WHAT IS EXPECTED: Wherever a line of the records contains "dots", copy that line.

Top of MATERIAL FOR THIS EXERCISE

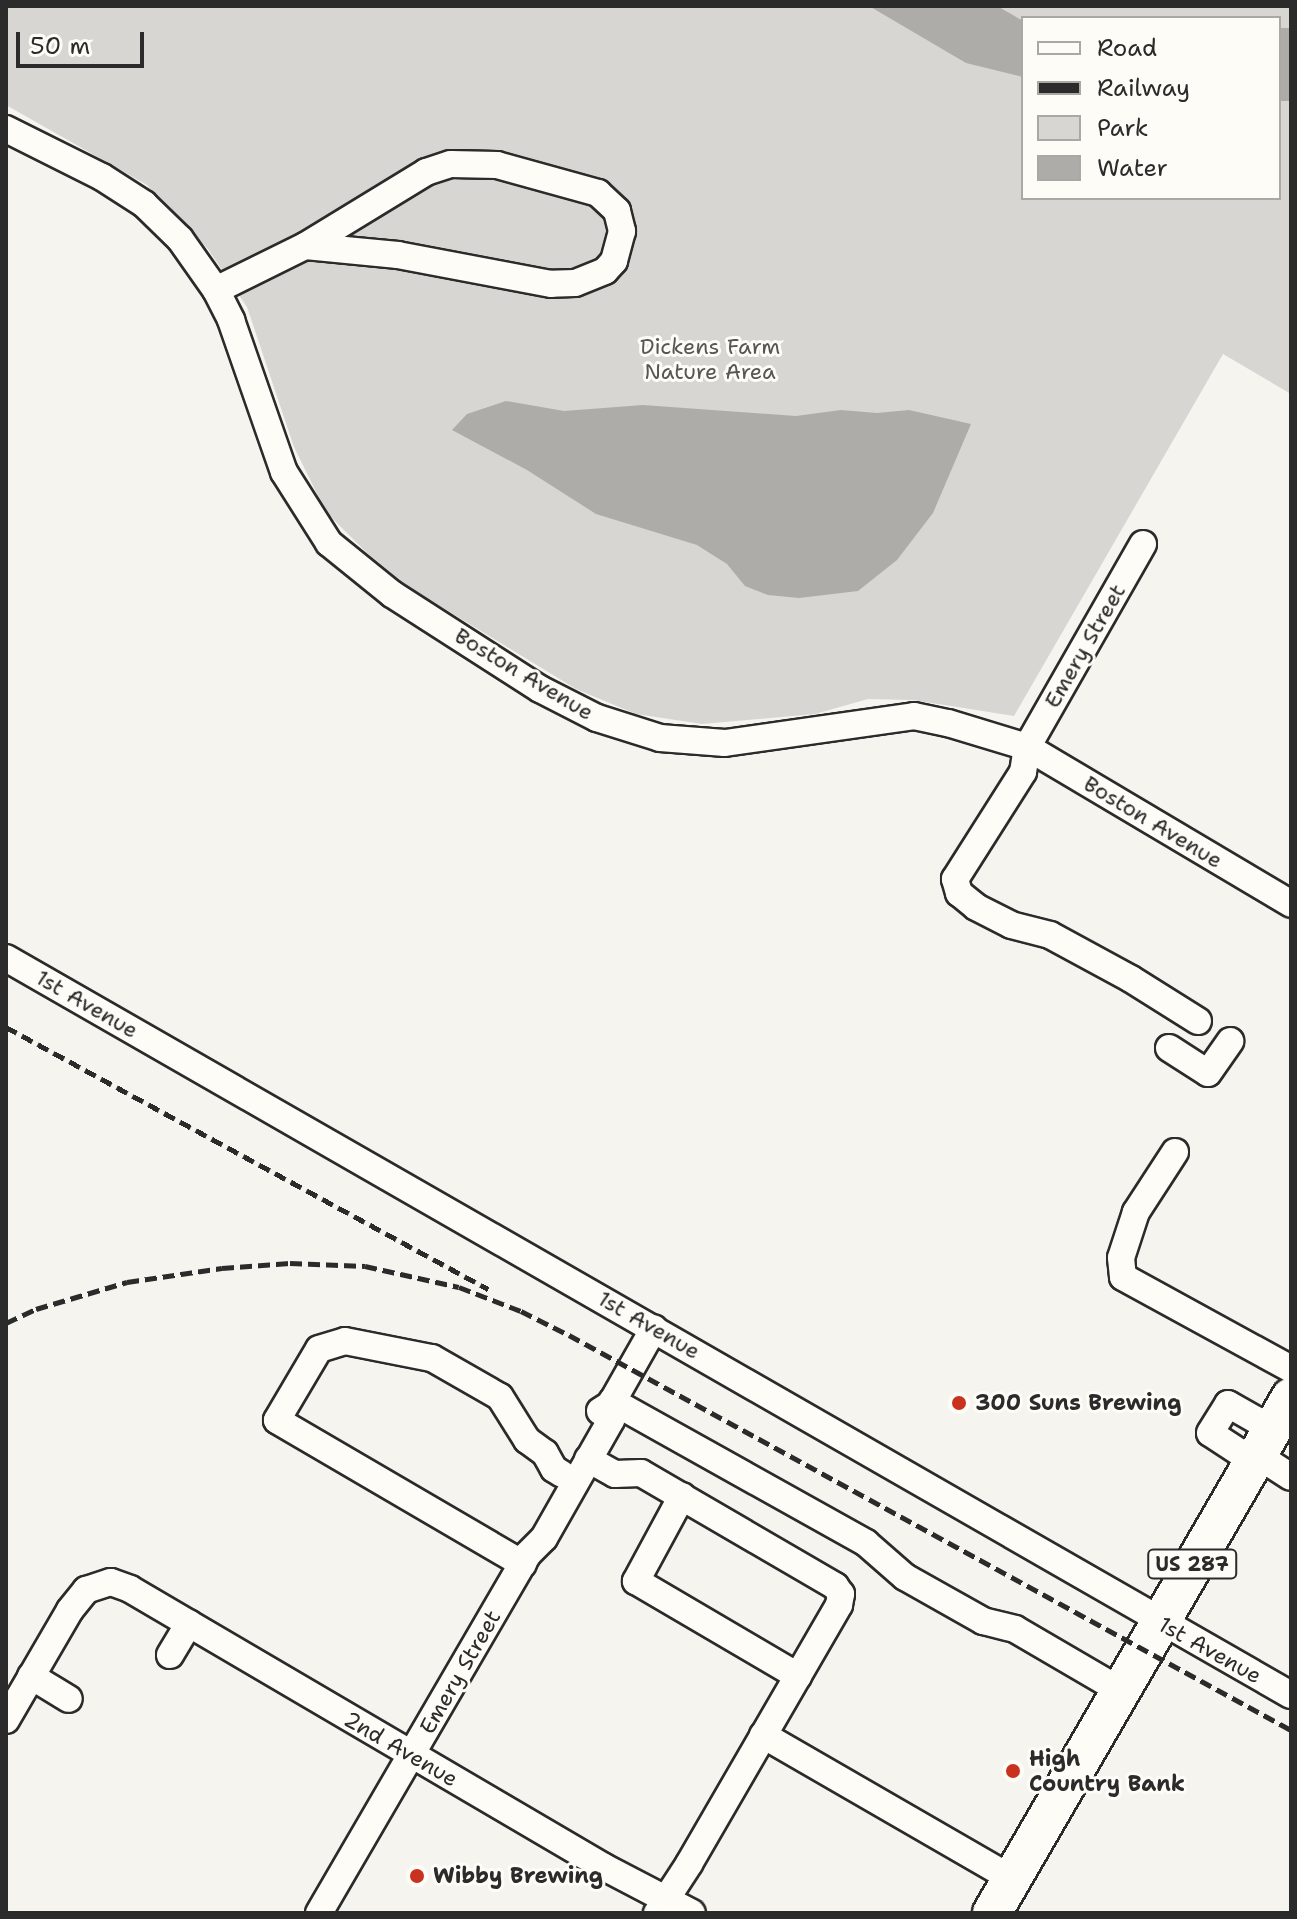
<!DOCTYPE html>
<style>
body{margin:0}
#map{position:relative;width:1297px;height:1919px;overflow:hidden;background:#f5f4ef;font-family:"Shantell Sans",sans-serif}
div>[style]{position:absolute}
.green>*{inset:0;background:#d7d6d2}
.water>*{inset:0;background:#adaca9;transform-origin:0 0}
.roads{filter:drop-shadow(2px 0 #2b2b2b) drop-shadow(-2px 0 #2b2b2b) drop-shadow(0 2px #2b2b2b) drop-shadow(0 -2px #2b2b2b)}
.minor>*{height:26px;margin:-13px;padding:0 13px;transform-origin:13px;border-radius:13px;background:#fdfcf7}
.highway>*{height:38px;margin:-19px;padding:0 19px;transform-origin:19px;border-radius:19px;background:#fdfcf7}
.rail>*{height:5px;margin-top:-2.5px;transform-origin:0;background:repeating-linear-gradient(90deg,#2b2b2b 0 12px,transparent 0 18px)}
.dots>*{width:22px;height:22px;translate:-50% -50%;box-sizing:border-box;border:4px solid #fdfcf7;border-radius:50%}
span{translate:-50% -50%;white-space:nowrap;text-align:center;line-height:1.15;-webkit-text-stroke:6px #fdfcf7;paint-order:stroke}
.shield-label span{padding:2px 6px;background:#fdfcf7;border:2px solid;border-radius:6px;-webkit-text-stroke-width:0}
.shield-label{font-size:20px;color:#2b2b2b;font-weight:700}
.park-label{font-size:22px;color:#565655}
.street-label{font-size:22px;color:#2b2b2b}
.poi-label{font-size:22px;color:#2b2b2b;font-weight:700}
.left{translate:0 -50%;text-align:left}
.frame{position:absolute;inset:0;border:8px solid #2b2b2b;pointer-events:none}
.legend{position:absolute;left:1021px;top:16px;width:260px;height:184px;box-sizing:border-box;background:#fdfcf7;border:2px solid #a9a8a5;margin:0;padding:10px 14px;list-style:none;font-size:24px;color:#2b2b2b}
.legend li{display:flex;align-items:center;gap:16px;height:40px}
.legend b{width:40px;border:2px solid #a9a8a5}
.scale{position:absolute;left:16px;top:32px;width:128px;height:36px;box-sizing:border-box;border:4px solid #2b2b2b;border-top:0;padding-left:10px;font-size:24px;line-height:28px;white-space:nowrap;color:#2b2b2b;-webkit-text-stroke:6px #fdfcf7;paint-order:stroke}
</style>
<div id="map">
<div class="green">
<div style="clip-path:polygon(evenodd,6px 6px,1291px 6px,1291px 394px,1223px 354px,1014px 716px,913px 700px,868px 699px,815px 714px,702px 724px,636px 714px,576px 689px,409px 587px,367px 553px,326px 512px,294px 447px,247px 307px,208px 249px,147px 185px,6px 105px,6px 6px,1023px 18px,1279px 18px,1279px 198px,1023px 198px,1023px 18px)"></div>
</div>
<div class="water">
<div style="clip-path:polygon(869px 6px,997px 6px,1023px 21px,1023px 77px,966px 63px)"></div>
<div style="left:1291px;top:28px;width:73px;height:12px;rotate:90deg"></div>
<div style="clip-path:polygon(506px 401px,564px 411px,643px 405px,796px 416px,841px 410px,877px 413px,909px 410px,971px 424px,933px 513px,897px 560px,858px 591px,799px 598px,768px 595px,745px 586px,727px 564px,697px 545px,596px 514px,527px 470px,452px 430px,467px 414px)"></div>
</div>
<div class="roads">
<div class="minor">
<div style="left:6px;top:129px;width:107px;rotate:26.6deg"></div>
<div style="left:102px;top:177px;width:50px;rotate:32.7deg"></div>
<div style="left:144px;top:204px;width:50px;rotate:44.2deg"></div>
<div style="left:180px;top:239px;width:62px;rotate:54.8deg"></div>
<div style="left:216px;top:290px;width:34px;rotate:63deg"></div>
<div style="left:231px;top:320px;width:161px;rotate:70.8deg"></div>
<div style="left:284px;top:472px;width:84px;rotate:57.6deg"></div>
<div style="left:329px;top:543px;width:81px;rotate:39deg"></div>
<div style="left:392px;top:594px;width:176px;rotate:32.7deg"></div>
<div style="left:540px;top:689px;width:64px;rotate:27deg"></div>
<div style="left:597px;top:718px;width:66px;rotate:17.6deg"></div>
<div style="left:660px;top:738px;width:65px;rotate:4.4deg"></div>
<div style="left:725px;top:743px;width:191px;rotate:-8.1deg"></div>
<div style="left:914px;top:716px;width:35px;rotate:12deg"></div>
<div style="left:948px;top:723px;width:83px;rotate:16.9deg"></div>
<div style="left:1027px;top:747px;width:307px;rotate:30.7deg"></div>
<div style="left:216px;top:290px;width:99px;rotate:-26.3deg"></div>
<div style="left:305px;top:246px;width:142px;rotate:-31.4deg"></div>
<div style="left:426px;top:172px;width:26px;rotate:-18deg"></div>
<div style="left:451px;top:164px;width:46px;rotate:1.2deg"></div>
<div style="left:497px;top:165px;width:105px;rotate:15.5deg"></div>
<div style="left:598px;top:193px;width:26px;rotate:43deg"></div>
<div style="left:617px;top:211px;width:21px;rotate:76deg"></div>
<div style="left:622px;top:231px;width:31px;rotate:105deg"></div>
<div style="left:614px;top:261px;width:13px;rotate:132deg"></div>
<div style="left:605px;top:271px;width:32px;rotate:158deg"></div>
<div style="left:575px;top:283px;width:24px;rotate:178deg"></div>
<div style="left:551px;top:284px;width:156px;rotate:-169.3deg"></div>
<div style="left:398px;top:255px;width:93px;rotate:-174.5deg"></div>
<div style="left:1143px;top:544px;width:234px;rotate:119.7deg"></div>
<div style="left:1027px;top:747px;width:25px;rotate:99deg"></div>
<div style="left:1023px;top:772px;width:127px;rotate:122.4deg"></div>
<div style="left:955px;top:879px;width:15px;rotate:74deg"></div>
<div style="left:959px;top:893px;width:22px;rotate:39deg"></div>
<div style="left:976px;top:907px;width:39px;rotate:27deg"></div>
<div style="left:1011px;top:925px;width:40px;rotate:14.4deg"></div>
<div style="left:1050px;top:935px;width:92px;rotate:28.5deg"></div>
<div style="left:1131px;top:979px;width:79px;rotate:32.1deg"></div>
<div style="left:6px;top:958px;width:1481px;rotate:29.84deg"></div>
<div style="left:1169px;top:1048px;width:46px;rotate:32.7deg"></div>
<div style="left:1208px;top:1073px;width:39px;rotate:-55deg"></div>
<div style="left:1175px;top:1152px;width:72px;rotate:123deg"></div>
<div style="left:1136px;top:1212px;width:48px;rotate:108.1deg"></div>
<div style="left:1121px;top:1258px;width:19px;rotate:84deg"></div>
<div style="left:1123px;top:1277px;width:192px;rotate:28.7deg"></div>
<div style="left:612px;top:1401px;width:291px;rotate:29.2deg"></div>
<div style="left:866px;top:1543px;width:52px;rotate:41.1deg"></div>
<div style="left:905px;top:1577px;width:90px;rotate:29.4deg"></div>
<div style="left:983px;top:1621px;width:33px;rotate:14deg"></div>
<div style="left:1015px;top:1629px;width:123px;rotate:30.3deg"></div>
<div style="left:600px;top:1411px;width:13px;rotate:-32deg"></div>
<div style="left:611px;top:1404px;width:87px;rotate:-60.5deg"></div>
<div style="left:1257px;top:1455px;width:40px;rotate:32.9deg"></div>
<div style="left:588px;top:1459px;width:31px;rotate:29deg"></div>
<div style="left:615px;top:1474px;width:26px;rotate:-2deg"></div>
<div style="left:641px;top:1473px;width:225px;rotate:30.2deg"></div>
<div style="left:835px;top:1586px;width:10px;rotate:53deg"></div>
<div style="left:841px;top:1594px;width:11px;rotate:100deg"></div>
<div style="left:839px;top:1605px;width:299px;rotate:120.1deg"></div>
<div style="left:689px;top:1864px;width:59px;rotate:123.1deg"></div>
<div style="left:1253px;top:1461px;width:51px;rotate:-146.9deg"></div>
<div style="left:1210px;top:1433px;width:34px;rotate:-58deg"></div>
<div style="left:1228px;top:1404px;width:51px;rotate:29.6deg"></div>
<div style="left:682px;top:1496px;width:97px;rotate:118.4deg"></div>
<div style="left:636px;top:1581px;width:188px;rotate:30.4deg"></div>
<div style="left:523px;top:1564px;width:285px;rotate:-149.7deg"></div>
<div style="left:277px;top:1420px;width:82px;rotate:-59.4deg"></div>
<div style="left:319px;top:1349px;width:27px;rotate:-17deg"></div>
<div style="left:345px;top:1341px;width:89px;rotate:11.1deg"></div>
<div style="left:432px;top:1358px;width:78px;rotate:29.8deg"></div>
<div style="left:500px;top:1397px;width:51px;rotate:57.9deg"></div>
<div style="left:527px;top:1440px;width:22px;rotate:36deg"></div>
<div style="left:545px;top:1453px;width:18px;rotate:61deg"></div>
<div style="left:554px;top:1469px;width:9px;rotate:32deg"></div>
<div style="left:170px;top:1655px;width:37px;rotate:-59deg"></div>
<div style="left:31px;top:1676px;width:44px;rotate:31.2deg"></div>
<div style="left:6px;top:1720px;width:127px;rotate:-59.8deg"></div>
<div style="left:70px;top:1610px;width:26px;rotate:-51deg"></div>
<div style="left:86px;top:1590px;width:26px;rotate:-18deg"></div>
<div style="left:111px;top:1582px;width:20px;rotate:20deg"></div>
<div style="left:130px;top:1589px;width:550px;rotate:30.39deg"></div>
<div style="left:604px;top:1867px;width:99px;rotate:27.6deg"></div>
<div style="left:763px;top:1735px;width:288px;rotate:30deg"></div>
<div style="left:319px;top:1913px;width:414px;rotate:-59.8deg"></div>
<div style="left:527px;top:1555px;width:24px;rotate:-45deg"></div>
<div style="left:544px;top:1538px;width:136px;rotate:-60.4deg"></div>
<div style="left:611px;top:1420px;width:16px;rotate:-90deg"></div>
</div>
<div class="highway">
<div style="left:992px;top:1913px;width:596px;rotate:-59.91deg"></div>
</div>
</div>
<div class="rail">
<div style="left:6px;top:1027px;width:549px;rotate:28.53deg"></div>
<div style="left:6px;top:1323px;width:33px;rotate:-25deg"></div>
<div style="left:36px;top:1309px;width:95px;rotate:-16.5deg"></div>
<div style="left:127px;top:1282px;width:96px;rotate:-8.4deg"></div>
<div style="left:222px;top:1268px;width:68px;rotate:-4.2deg"></div>
<div style="left:290px;top:1263px;width:75px;rotate:2.3deg"></div>
<div style="left:365px;top:1266px;width:96px;rotate:12.6deg"></div>
<div style="left:459px;top:1287px;width:66px;rotate:21.2deg"></div>
<div style="left:521px;top:1311px;width:54px;rotate:26.6deg"></div>
<div style="left:569px;top:1335px;width:823px;rotate:28.68deg"></div>
</div>
<div class="dots">
<div style="left:959px;top:1403px;background:#c8321e"></div>
<div style="left:1013px;top:1771px;background:#c8321e"></div>
<div style="left:417px;top:1876px;background:#c8321e"></div>
</div>
<div class="shield-label">
<span style="left:1192px;top:1564px">US 287</span>
</div>
<div class="park-label">
<span style="left:710px;top:359px">Dickens Farm<br>Nature Area</span>
</div>
<div class="street-label">
<span style="left:1085px;top:646px;rotate:-60deg">Emery Street</span>
<span style="left:524px;top:674px;rotate:31deg">Boston Avenue</span>
<span style="left:1153px;top:822px;rotate:31deg">Boston Avenue</span>
<span style="left:87px;top:1004px;rotate:30deg">1st Avenue</span>
<span style="left:649px;top:1325px;rotate:30deg">1st Avenue</span>
<span style="left:1210px;top:1650px;rotate:29deg">1st Avenue</span>
<span style="left:460px;top:1672px;rotate:-60deg">Emery Street</span>
<span style="left:401px;top:1749px;rotate:30deg">2nd Avenue</span>
</div>
<div class="poi-label">
<span class="left" style="left:975px;top:1403px">300 Suns Brewing</span>
<span class="left" style="left:1029px;top:1771px">High<br>Country Bank</span>
<span class="left" style="left:433px;top:1876px">Wibby Brewing</span>
</div>
<div class="frame"></div>
<ul class="legend">
<li><b style="height:10px;background:#fdfcf7"></b>Road</li>
<li><b style="height:10px;background:#2b2b2b"></b>Railway</li>
<li><b style="height:22px;background:#d7d6d2"></b>Park</li>
<li><b style="height:22px;background:#adaca9"></b>Water</li>
</ul>
<div class="scale">50 m</div>
</div>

Bottom of MATERIAL FOR THIS EXERCISE

ANSWER SPACE:
.dots>*{width:22px;height:22px;translate:-50% -50%;box-sizing:border-box;border:4px solid #fdfcf7;border-radius:50%}
<div class="dots">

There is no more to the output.